Task item –
Copy out every line holding the string "with" from the records below.

Record set –
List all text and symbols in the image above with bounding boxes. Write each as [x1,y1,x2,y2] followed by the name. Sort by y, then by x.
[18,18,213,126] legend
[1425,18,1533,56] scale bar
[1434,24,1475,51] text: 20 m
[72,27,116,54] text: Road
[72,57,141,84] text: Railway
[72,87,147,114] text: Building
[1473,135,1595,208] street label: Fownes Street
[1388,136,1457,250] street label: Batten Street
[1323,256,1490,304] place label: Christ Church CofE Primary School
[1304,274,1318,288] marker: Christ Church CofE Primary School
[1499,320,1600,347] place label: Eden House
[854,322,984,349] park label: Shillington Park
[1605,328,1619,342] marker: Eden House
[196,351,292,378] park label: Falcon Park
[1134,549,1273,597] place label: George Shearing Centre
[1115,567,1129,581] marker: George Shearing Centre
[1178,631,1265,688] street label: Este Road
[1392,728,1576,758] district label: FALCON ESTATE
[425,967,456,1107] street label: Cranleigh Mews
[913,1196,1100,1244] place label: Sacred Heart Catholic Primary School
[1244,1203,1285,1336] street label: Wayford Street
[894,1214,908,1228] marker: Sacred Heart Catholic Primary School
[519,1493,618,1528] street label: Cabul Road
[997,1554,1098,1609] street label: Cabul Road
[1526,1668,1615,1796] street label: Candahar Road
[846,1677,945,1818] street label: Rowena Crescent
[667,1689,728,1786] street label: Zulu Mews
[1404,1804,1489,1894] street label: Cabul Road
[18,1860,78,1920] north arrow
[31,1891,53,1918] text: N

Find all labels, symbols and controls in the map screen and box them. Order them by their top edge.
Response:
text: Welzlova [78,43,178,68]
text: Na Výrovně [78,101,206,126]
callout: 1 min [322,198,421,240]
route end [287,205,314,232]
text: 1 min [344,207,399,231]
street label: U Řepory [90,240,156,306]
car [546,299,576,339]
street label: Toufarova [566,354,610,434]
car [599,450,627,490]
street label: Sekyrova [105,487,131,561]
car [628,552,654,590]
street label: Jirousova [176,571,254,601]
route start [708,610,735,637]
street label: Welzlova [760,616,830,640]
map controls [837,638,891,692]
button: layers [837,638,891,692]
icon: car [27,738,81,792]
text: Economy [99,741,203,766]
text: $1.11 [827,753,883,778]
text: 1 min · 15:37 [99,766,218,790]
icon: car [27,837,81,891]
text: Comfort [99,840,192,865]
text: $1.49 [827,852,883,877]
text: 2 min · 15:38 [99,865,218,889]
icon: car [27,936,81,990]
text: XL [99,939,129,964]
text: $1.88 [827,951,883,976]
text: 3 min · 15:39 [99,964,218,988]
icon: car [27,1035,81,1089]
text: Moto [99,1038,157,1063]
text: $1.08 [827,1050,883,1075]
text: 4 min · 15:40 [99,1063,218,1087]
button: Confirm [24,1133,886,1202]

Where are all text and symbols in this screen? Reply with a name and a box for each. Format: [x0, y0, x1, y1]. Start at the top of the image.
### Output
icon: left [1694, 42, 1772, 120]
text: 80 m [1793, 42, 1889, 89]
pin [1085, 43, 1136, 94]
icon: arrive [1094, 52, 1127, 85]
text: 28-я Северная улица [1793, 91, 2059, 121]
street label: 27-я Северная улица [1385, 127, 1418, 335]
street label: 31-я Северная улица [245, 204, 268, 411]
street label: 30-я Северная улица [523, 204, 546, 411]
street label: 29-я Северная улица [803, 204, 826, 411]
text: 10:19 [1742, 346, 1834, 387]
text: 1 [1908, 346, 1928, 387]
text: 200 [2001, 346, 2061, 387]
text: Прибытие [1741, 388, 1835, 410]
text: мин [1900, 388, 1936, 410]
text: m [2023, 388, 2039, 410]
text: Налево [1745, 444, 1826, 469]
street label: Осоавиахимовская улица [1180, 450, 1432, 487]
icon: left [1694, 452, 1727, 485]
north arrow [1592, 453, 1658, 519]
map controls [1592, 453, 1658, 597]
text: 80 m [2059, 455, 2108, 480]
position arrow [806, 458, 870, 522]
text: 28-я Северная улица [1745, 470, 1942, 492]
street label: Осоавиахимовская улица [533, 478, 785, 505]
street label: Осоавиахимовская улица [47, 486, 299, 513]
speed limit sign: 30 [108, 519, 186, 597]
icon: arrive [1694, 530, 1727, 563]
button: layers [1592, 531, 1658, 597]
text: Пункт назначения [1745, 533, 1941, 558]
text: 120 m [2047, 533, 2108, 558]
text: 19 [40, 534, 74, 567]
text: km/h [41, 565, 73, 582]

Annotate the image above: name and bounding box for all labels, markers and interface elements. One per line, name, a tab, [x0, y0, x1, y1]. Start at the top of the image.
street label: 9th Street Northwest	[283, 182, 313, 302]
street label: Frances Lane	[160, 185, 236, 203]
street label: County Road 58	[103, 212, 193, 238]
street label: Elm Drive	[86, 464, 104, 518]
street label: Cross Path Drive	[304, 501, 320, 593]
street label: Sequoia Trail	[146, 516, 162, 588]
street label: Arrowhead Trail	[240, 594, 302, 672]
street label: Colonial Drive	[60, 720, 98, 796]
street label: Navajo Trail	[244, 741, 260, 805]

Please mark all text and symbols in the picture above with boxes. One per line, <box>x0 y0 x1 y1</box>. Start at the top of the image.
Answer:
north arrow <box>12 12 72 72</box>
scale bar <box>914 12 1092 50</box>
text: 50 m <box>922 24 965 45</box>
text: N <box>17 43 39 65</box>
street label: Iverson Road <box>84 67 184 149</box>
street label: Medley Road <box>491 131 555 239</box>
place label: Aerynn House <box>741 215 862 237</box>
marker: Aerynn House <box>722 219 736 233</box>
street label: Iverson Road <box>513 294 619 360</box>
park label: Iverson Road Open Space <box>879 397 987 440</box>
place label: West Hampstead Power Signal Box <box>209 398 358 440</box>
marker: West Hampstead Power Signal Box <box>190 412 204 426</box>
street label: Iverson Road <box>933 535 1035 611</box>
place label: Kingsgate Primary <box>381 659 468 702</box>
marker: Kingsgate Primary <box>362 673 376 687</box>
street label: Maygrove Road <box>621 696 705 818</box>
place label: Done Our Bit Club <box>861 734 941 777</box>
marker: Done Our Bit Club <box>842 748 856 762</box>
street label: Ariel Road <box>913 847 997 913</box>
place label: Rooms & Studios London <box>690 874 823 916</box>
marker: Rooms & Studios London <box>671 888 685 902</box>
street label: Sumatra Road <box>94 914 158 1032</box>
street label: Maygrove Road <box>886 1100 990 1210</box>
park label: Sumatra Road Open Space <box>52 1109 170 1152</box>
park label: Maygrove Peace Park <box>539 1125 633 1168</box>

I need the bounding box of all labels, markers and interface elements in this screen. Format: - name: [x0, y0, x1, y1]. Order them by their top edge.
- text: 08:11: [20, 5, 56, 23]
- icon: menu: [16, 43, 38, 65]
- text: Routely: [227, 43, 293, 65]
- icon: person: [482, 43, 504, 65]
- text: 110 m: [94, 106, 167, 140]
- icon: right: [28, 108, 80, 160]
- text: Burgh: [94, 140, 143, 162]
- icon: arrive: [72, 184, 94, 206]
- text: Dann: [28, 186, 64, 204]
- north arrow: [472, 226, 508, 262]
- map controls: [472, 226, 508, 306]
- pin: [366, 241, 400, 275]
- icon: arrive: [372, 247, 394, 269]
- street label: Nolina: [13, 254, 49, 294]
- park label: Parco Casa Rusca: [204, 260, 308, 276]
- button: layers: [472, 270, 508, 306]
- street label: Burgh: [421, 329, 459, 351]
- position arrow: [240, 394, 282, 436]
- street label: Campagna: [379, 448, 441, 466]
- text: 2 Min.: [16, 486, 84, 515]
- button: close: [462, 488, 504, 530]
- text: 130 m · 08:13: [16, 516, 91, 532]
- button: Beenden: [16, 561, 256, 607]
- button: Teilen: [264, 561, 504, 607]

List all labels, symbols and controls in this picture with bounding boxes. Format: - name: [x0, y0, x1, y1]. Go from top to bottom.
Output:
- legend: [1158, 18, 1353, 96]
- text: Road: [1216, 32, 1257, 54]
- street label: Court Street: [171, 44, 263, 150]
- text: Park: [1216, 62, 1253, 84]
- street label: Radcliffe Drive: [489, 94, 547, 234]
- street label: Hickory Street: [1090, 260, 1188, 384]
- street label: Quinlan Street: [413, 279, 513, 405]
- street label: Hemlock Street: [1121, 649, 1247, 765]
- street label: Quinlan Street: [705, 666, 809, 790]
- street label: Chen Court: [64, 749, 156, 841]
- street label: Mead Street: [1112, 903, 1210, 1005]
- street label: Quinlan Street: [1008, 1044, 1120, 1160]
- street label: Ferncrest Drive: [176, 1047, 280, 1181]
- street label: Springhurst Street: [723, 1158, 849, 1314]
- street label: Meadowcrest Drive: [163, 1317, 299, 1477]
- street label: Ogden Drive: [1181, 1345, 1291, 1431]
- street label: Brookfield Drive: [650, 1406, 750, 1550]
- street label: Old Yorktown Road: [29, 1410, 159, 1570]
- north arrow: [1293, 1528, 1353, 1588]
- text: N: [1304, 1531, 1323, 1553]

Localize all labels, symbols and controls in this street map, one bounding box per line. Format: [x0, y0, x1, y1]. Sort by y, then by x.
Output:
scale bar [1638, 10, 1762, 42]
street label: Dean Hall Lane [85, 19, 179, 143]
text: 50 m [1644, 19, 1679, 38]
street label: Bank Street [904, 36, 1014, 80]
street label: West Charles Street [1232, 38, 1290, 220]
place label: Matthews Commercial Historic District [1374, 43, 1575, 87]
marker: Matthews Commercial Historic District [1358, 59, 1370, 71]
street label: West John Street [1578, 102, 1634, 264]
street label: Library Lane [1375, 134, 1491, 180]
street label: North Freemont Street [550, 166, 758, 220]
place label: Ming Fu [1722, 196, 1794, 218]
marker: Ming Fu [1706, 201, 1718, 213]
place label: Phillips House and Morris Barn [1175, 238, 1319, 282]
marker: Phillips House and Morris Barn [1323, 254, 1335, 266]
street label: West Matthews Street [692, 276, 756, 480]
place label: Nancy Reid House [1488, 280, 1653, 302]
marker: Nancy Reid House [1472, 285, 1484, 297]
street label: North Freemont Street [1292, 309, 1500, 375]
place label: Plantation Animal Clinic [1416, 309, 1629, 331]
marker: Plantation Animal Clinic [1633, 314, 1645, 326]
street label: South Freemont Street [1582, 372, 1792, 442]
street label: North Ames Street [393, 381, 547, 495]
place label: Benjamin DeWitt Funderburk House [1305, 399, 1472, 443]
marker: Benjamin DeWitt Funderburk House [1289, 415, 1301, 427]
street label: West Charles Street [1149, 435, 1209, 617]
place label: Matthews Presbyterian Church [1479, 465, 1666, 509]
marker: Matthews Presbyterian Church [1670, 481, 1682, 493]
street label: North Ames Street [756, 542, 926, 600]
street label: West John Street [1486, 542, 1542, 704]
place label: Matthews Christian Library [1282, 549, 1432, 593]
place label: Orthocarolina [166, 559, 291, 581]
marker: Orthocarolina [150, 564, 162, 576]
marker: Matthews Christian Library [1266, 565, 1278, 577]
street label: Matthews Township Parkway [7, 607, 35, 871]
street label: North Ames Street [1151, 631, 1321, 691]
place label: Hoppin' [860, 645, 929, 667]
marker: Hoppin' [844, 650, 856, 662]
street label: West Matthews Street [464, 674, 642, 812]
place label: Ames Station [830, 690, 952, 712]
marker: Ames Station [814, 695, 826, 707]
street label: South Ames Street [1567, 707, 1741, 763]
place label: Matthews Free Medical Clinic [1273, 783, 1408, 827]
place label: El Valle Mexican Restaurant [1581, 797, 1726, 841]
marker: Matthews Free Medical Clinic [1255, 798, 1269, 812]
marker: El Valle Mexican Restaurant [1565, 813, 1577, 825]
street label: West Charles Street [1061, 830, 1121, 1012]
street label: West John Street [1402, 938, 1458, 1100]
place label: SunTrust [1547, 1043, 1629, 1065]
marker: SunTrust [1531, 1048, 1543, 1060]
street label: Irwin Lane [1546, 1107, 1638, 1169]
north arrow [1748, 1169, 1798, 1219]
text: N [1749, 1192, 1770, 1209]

Result below –
List all text and symbols in the image above with bounding boxes. Write each as [x1,y1,x2,y2] followed by the name. Sort by y, then by x.
Where are all text and symbols in this screen? Reply with a name and a box for each. Format: [x0, y0, x1, y1]. Start at the top of the image.
Please mark all text and symbols in the picture above with boxes. One per line, <box>x0 y0 x1 y1</box>. Start at the top of the image.
List all labels, symbols and controls in this picture with bounding boxes. Format: - name: [x0, y0, x1, y1]. Go from top to bottom.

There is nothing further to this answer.